Figure 4. ATase1 and ATase2 regulate CD133 stability

a) An in vitro acetylation assay was performed as previously described (6). Briefly, affinity-purified wild-type or K-to-Q mutant CD133 was incubated with [³H]acetyl-CoA (American Radiolabeled Chemicals) in the presence of the acetyl-CoA:lysine acetyltransferase, ATase1 or ATase2, purified using the ProFound kit (Pierce-Thermo Scientific). The reaction was performed in 200 μl of acetylation buffer (50 mM Tris-HCl (pH 8.0), 0.1 mM EDTA, 1 mM dithiothreitol, 10% glycerol, 20 μM acetyl-CoA) for 1 h at 30°C. The reaction was stopped by adding an equal volume of ice-cold acetylation buffer and immediate immersion in ice. Following the reaction, CD133 was immunoprecipitated using anti-FLAG magnetic beads (Sigma-Aldrich) and then counted on a liquid scintillation counter. As a control, CD133 was incubated with [³H]acetyl-CoA in the absence of the enzyme (ATase1 or ATase2). Error bars represent the standard deviation of three independent replicates (n=3). b) HEK293/CD133-F and Caco-2 cells were treated with two independent shRNAs targeting either ATase1 (shATase1-1: TRCN0000035450, ATase1-2:TRCN0000035451, Sigma-Aldrich Inc.) or ATase2 (shATase2-1: TRCN000035564 and shATase2-2: TRCN0000035568 Sigma-Aldrich Inc). Lentiviral production and infection was performed as previously described (3). Lysates were analyzed by immunoblotting for CD133 using the anti-AC133 antibody. ATase1 and ATase2 knockdown at the protein level was monitored by immunoblotting using the anti-NAT8 (Ap4967c, Abgent Inc.) and anti-NAT8B (ab97885, Abcam Inc.) antibodies. Immunoblotting of actin was used as loading control. c) ATase1, ATase2, and CD133 transcript levels were monitored by quantiative PCR in the presence of shATase1 and shATase2 knockdown using primers for ATase1 or ATase2 (6). Transcript levels were normalized to actin and are relative to the control shRNA. Error bars represent the standard deviation of four independent replicates (n=4). *p<0.05, #p<0.01. p-value was calculated against the control using a two-tailed Student’s t-test. d) FACS analysis of Caco-2 cells transduced with either a control shRNA, shATase1-1 or shATase2-1. Cell staining for flow cytometry and analysis was performed as previously described (9).
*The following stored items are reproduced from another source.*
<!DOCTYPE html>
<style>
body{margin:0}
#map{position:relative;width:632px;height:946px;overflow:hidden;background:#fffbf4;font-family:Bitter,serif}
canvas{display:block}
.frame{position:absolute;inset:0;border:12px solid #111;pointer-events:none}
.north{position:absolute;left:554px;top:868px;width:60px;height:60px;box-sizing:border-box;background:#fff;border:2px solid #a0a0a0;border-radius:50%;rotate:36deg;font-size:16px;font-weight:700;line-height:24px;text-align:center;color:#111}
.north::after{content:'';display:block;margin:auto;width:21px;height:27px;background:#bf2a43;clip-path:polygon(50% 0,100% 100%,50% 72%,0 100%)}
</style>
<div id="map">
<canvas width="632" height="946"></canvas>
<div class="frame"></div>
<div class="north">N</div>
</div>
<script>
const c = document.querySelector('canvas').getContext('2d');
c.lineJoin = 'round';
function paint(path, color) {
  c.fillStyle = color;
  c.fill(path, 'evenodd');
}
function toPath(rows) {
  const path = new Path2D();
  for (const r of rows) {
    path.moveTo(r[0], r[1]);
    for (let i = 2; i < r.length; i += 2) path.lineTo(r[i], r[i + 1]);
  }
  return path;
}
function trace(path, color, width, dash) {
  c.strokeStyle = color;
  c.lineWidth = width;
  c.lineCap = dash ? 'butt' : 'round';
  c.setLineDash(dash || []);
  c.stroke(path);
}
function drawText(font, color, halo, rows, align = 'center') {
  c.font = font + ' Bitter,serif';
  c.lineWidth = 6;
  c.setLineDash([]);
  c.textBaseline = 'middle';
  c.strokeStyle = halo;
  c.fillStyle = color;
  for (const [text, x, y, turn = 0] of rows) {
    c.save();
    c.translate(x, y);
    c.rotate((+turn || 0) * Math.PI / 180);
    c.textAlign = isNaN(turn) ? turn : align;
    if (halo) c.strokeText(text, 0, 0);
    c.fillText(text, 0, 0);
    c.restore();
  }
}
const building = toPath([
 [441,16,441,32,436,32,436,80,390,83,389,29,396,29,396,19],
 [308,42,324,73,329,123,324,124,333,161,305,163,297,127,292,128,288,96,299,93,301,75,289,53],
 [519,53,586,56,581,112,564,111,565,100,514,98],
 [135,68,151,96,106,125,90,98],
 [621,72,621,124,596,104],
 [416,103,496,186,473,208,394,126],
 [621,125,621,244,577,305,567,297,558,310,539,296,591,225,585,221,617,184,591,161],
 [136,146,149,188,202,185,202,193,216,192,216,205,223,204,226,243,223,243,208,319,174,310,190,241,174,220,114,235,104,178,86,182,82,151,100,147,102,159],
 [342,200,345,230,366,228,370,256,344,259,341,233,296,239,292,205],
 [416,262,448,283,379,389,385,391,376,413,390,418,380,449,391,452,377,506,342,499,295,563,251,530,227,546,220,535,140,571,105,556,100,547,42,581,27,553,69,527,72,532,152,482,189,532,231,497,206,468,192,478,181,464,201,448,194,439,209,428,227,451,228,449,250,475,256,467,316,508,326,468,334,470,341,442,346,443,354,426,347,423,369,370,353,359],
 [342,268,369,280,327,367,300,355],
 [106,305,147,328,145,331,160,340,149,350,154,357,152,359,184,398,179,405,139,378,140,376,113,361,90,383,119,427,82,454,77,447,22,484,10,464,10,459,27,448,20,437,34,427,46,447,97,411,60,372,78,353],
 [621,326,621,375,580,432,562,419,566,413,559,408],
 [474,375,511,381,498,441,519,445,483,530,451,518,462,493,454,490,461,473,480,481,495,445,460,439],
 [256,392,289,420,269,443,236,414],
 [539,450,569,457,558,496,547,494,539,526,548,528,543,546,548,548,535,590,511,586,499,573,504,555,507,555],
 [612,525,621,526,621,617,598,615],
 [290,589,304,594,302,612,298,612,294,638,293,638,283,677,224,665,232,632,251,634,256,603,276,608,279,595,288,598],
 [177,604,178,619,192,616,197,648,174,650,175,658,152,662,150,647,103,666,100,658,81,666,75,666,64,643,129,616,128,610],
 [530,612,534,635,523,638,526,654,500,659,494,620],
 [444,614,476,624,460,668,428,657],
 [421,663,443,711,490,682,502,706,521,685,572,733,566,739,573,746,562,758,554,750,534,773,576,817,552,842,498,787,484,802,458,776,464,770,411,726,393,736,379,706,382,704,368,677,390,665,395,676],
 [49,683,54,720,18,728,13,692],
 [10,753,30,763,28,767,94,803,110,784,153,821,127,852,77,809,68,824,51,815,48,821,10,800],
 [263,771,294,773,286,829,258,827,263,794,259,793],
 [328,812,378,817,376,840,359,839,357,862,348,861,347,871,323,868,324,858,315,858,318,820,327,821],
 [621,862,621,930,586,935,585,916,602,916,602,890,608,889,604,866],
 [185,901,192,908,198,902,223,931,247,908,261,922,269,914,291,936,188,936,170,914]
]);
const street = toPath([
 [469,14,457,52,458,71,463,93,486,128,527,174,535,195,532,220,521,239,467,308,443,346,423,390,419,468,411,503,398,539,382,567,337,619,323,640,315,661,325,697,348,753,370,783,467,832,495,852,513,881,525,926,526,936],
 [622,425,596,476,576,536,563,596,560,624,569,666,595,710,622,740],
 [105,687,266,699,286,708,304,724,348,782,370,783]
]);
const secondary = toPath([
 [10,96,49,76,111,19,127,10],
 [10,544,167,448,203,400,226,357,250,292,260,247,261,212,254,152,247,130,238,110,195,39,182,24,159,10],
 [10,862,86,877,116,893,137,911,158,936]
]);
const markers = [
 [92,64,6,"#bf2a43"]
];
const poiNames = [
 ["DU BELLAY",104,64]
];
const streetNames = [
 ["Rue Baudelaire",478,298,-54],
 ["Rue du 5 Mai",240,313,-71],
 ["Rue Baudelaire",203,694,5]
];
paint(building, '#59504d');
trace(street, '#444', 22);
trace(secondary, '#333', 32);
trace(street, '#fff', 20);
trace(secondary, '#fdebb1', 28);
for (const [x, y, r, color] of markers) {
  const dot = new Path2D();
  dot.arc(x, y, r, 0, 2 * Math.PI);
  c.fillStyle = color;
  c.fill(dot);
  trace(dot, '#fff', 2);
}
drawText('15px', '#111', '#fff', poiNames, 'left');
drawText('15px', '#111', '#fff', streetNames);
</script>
Figure 5. Targeting ATase1/ATase2 results in CD133 downregulation and apoptosis

a) Caco-2 cells were treated with either DMSO or 10μM of compound 19 for 24 hours. Lysates were analyzed by immunoblotting for CD133 using the anti-AC133 antibody. b) SEM-K2 cells were treated for 24 hours with either DMSO or 10μM compound 19. Cells were co-stained with AC133-APC and Annexin-488 and analyzed by flow cytometry as previously described (9).